My first attempt to make ambient music. I was having terrible trouble sleeping and listening to a lot of ambient and new age music as a result. (Thank you, graveyard shifts at The Last Bookstore.) Heavily influenced by Eno and Vangelis, but I think it stands on its own.

Homemade album of originals, made as a conscious attempt to return to songs I wrote, after what seemed like an eternity. Some songs had been written 10 years earlier. Some were written after moving to LA in 2016. I think the first half has some of my best writing ever.

Title is pretty self-explanatory. I had been threatening this album for years, after hearing about The Walkmen’s version of Pussy Cats. I wasn’t sure what Duck the Piano Wire was gonna be (still don’t really haha), but I figured this kind of project was Duck-appropriate.

The title is nonsense that was cooked up over a glass of whiskey with drummer Doug Johnson. Like No-No’s (see below), this is more a document of a 2-year period (and a band ending) than a proper album. But I liked the way it hung together at the time, and I basically still do. The original cover art above is not featured on streaming services because they claim it is misleading.

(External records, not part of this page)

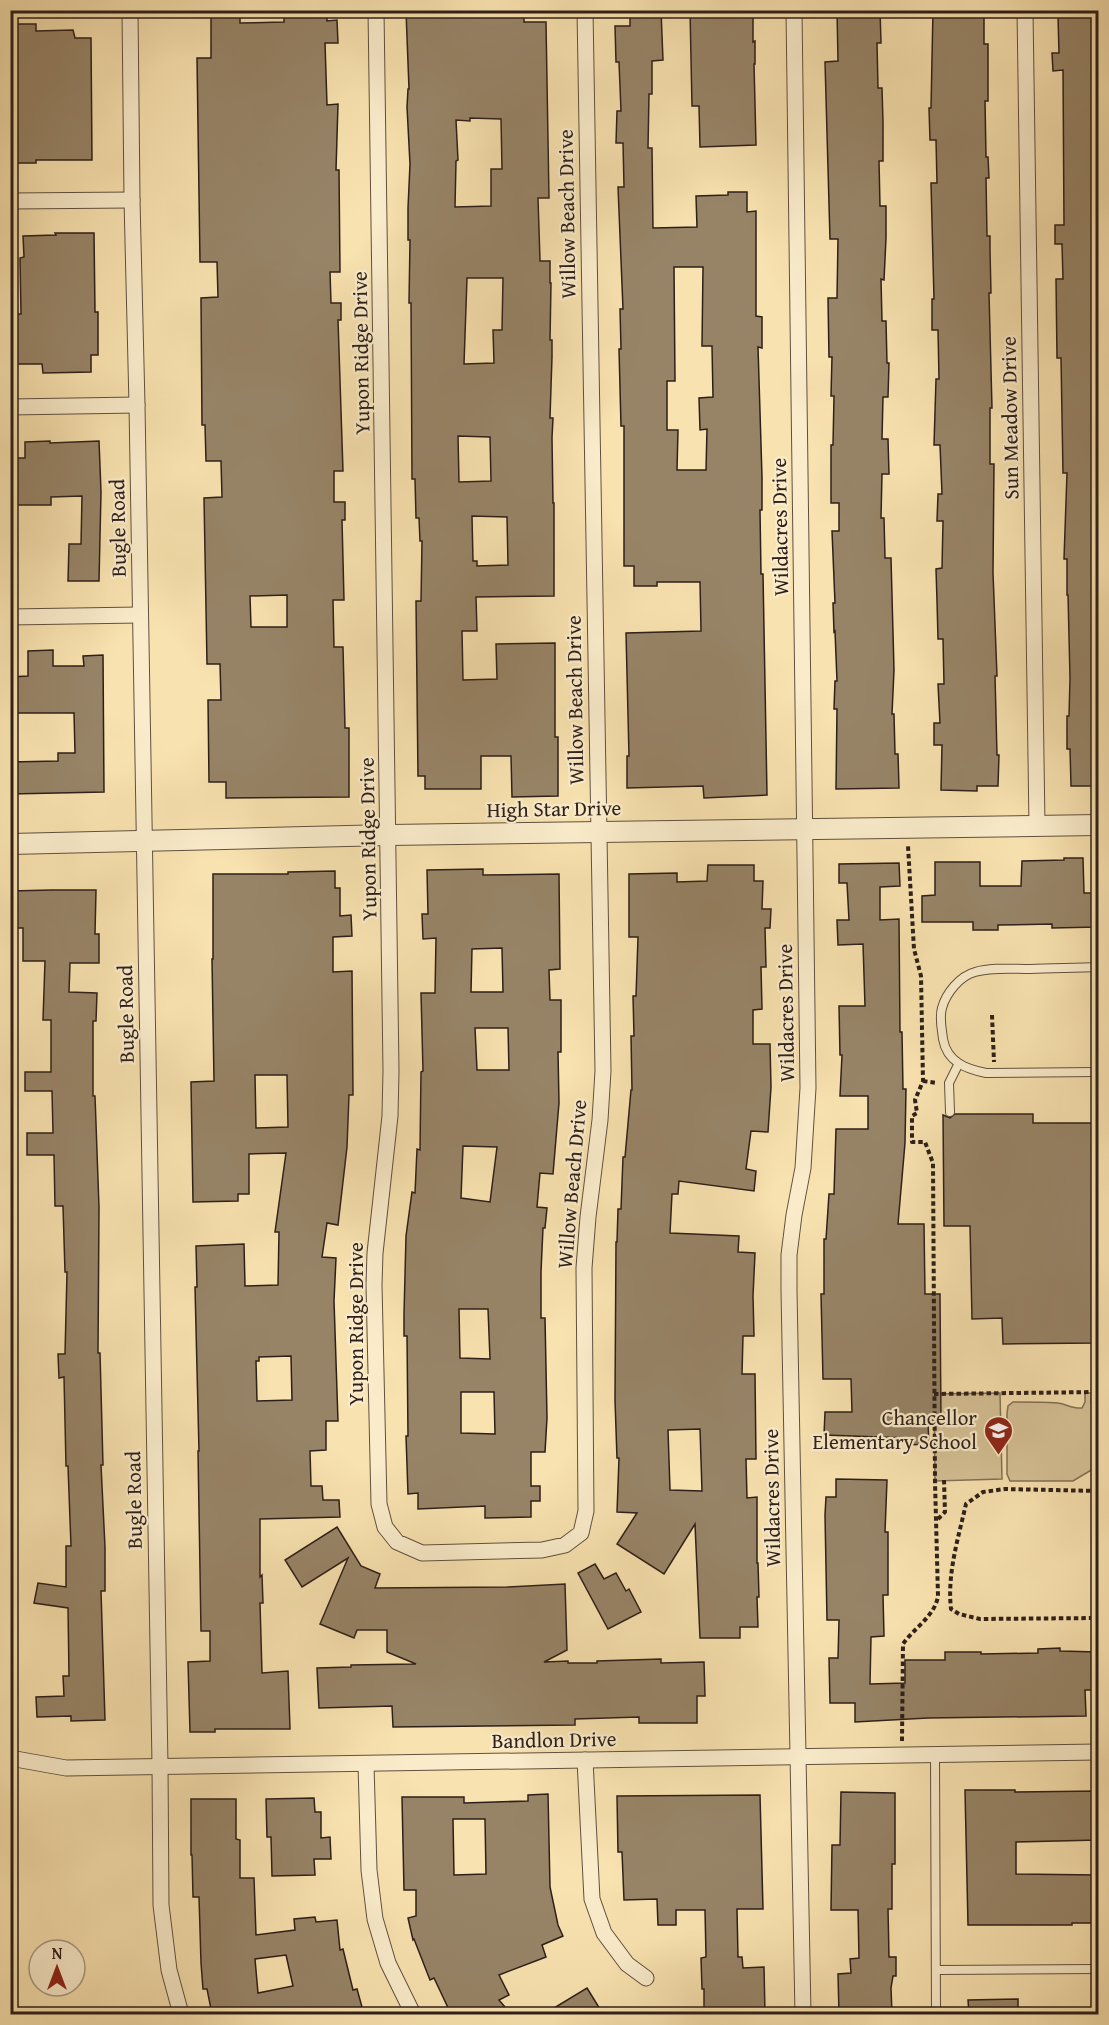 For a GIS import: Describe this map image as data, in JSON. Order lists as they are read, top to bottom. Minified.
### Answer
{"streets":{"street":["Willow Beach Drive","Yupon Ridge Drive","Sun Meadow Drive","Wildacres Drive","Bugle Road","High Star Drive","Bandlon Drive"]},"crossings":[["Willow Beach Drive","Yupon Ridge Drive"],["Willow Beach Drive","High Star Drive"],["Yupon Ridge Drive","High Star Drive"],["Sun Meadow Drive","High Star Drive"],["Wildacres Drive","High Star Drive"],["Wildacres Drive","Bandlon Drive"],["Bugle Road","High Star Drive"],["Bugle Road","Bandlon Drive"]],"places":{"school or university":["Chancellor Elementary School"]},"north":"top"} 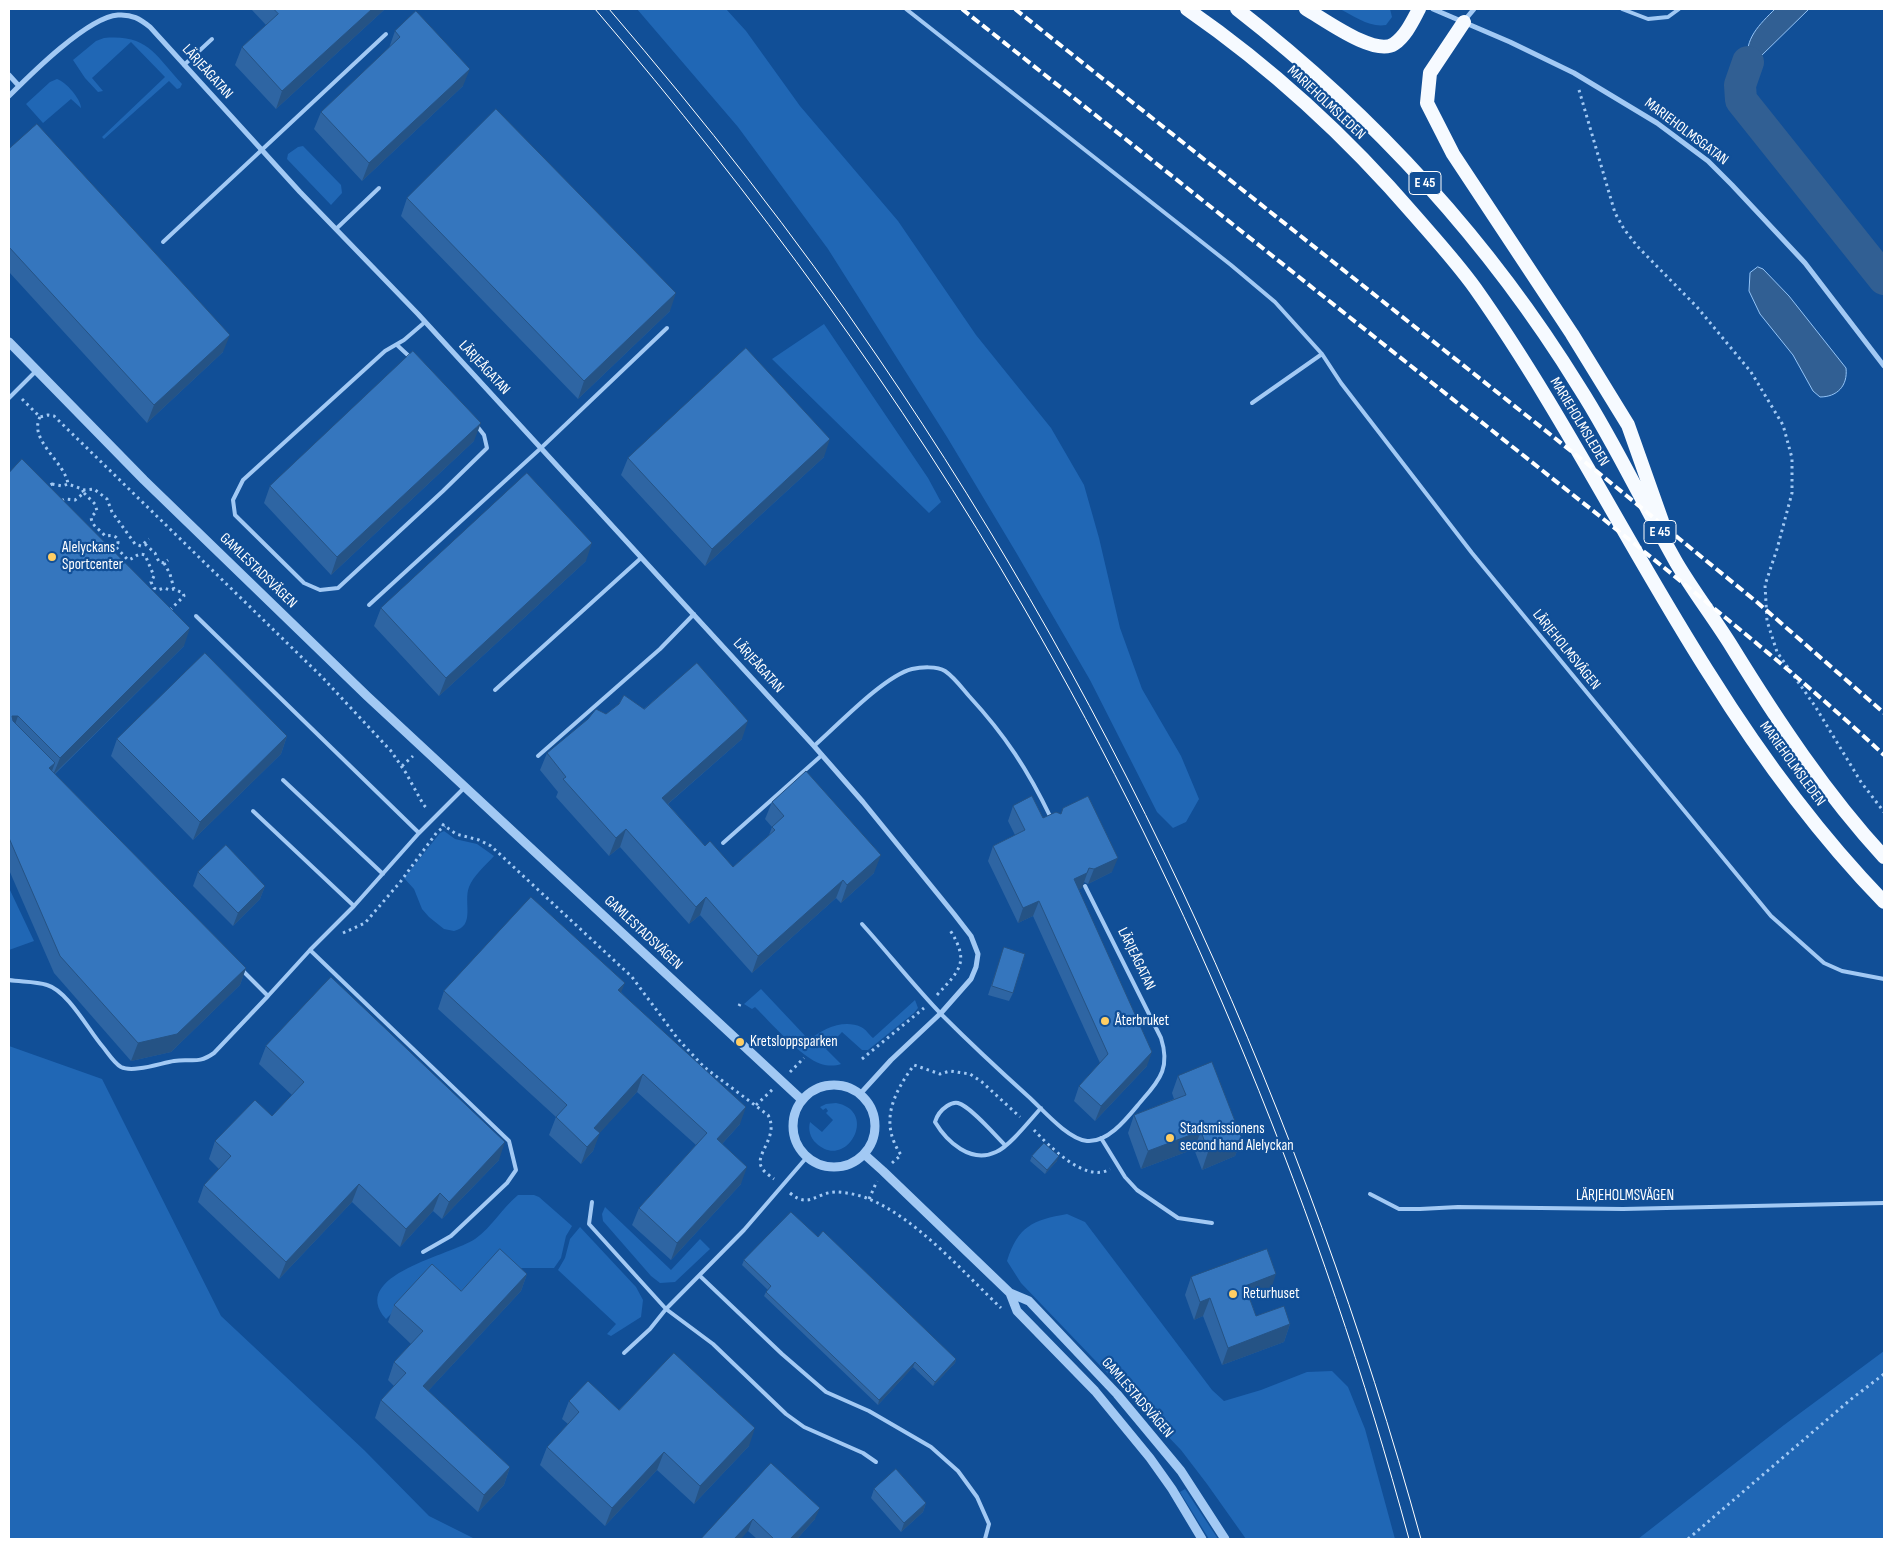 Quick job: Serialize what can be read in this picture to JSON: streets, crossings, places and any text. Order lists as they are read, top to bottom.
{
  "streets": {
    "highway": ["MARIEHOLMSLEDEN", "E 45"],
    "street": ["LÄRJEÅGATAN", "MARIEHOLMSGATAN", "GAMLESTADSVÄGEN"],
    "lane": ["LÄRJEHOLMSVÄGEN"]
  },
  "crossings": [
    ["LÄRJEÅGATAN", "GAMLESTADSVÄGEN"]
  ],
  "places": [
    "Alelyckans Sportcenter",
    "Återbruket",
    "Kretsloppsparken",
    "Stadsmissionens second hand Alelyckan",
    "Returhuset"
  ]
}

Brian Speaker recorded our Fustercluck!!! record release show, so it seemed a shame not to mix and master it, and then put it out. My first and only tape-only release; when it didn’t sell, it was put out digitally. The first of many great cover illustrations Chris Andersen has done for albums I’ve released.

Elastic No-No Band – Fustercluck!!! (2010)
Elastic No-No Band’s second studio album, and I went way overboard. 2 CDs, 45 tracks, nearly a dozen guest vocalists, and a total runtime commensurate to an average James Bond movie. As opposed to Paul McCartney, who publicly doubled-down on the White Album being better as a double disc… I feel like some of these songs could have stayed in a notebook. The messiness is the point, but sometimes I try to listen to a significant chunk of this album and I can’t. That’s why I put out the chopped-down Decayed reissue for the album’s 10th anniversary: those are the songs I can still listen to. The batshit and partly blasphemous cover art by Toby Goodshank and Preston Spurlock potentially promises an edgier album than we delivered. It does appropriately telegraph the weirdness, though.

Our first proper studio album, produced by Major Matt Mason USA (as the majority of our tracks were). I was inspired by the two-part structure of Willie Nelson’s Phases and Stages to make an album with a three-part structure. Each section is based around the three addictions named in the opener: Food, Movies, and Girls Who Won’t Date Me. My impulse is to make long sloppy albums, so the tight structure served to rein me in on the band’s first go-round. My former co-worker and current muckraking documentarian Daniel DiMauro did the great cover art.

I know the apostrophe is grammatically incorrect. This CD-R release reflects my anxious habit of quickly putting out low-stakes releases of any old recording because I’m too excited for people to hear it. Rather than wait a few months for My 3 Addictions to be properly finished, I had to put out demos and live recordings and other random goodies that had piled up in the half-year since the first album. If The Very Best is the A-side, this is the B-side. But honestly, they’re both warm-ups and woodshedding. Some fun moments here, though.

Some reviewers who received this disc in the mail assumed the title was a joke: har har the very best of a new band I’ve never heard of. It was supposed to be a chance for me to present my favorite tracks from the four homemade CD-R albums I had just made in a professional-looking form (actual pressed CDs!!). That tracklist also included rehearsal versions of songs from My 3 Addictions, because as I’ve said, I get anxious and feel compelled to just release things. Fun cover photo by Herb Scher and art direction by Daniel DiMauro.
Notable EPs & Singles (Newest to Oldest)

I miss playing with Debe (she also plays on some of the Fustercluck!!! songs). So in 2023, for my birthday, I put out this old computer file I found on a hard drive. Field recording by Elastic No-No Band drummer Doug Johnson.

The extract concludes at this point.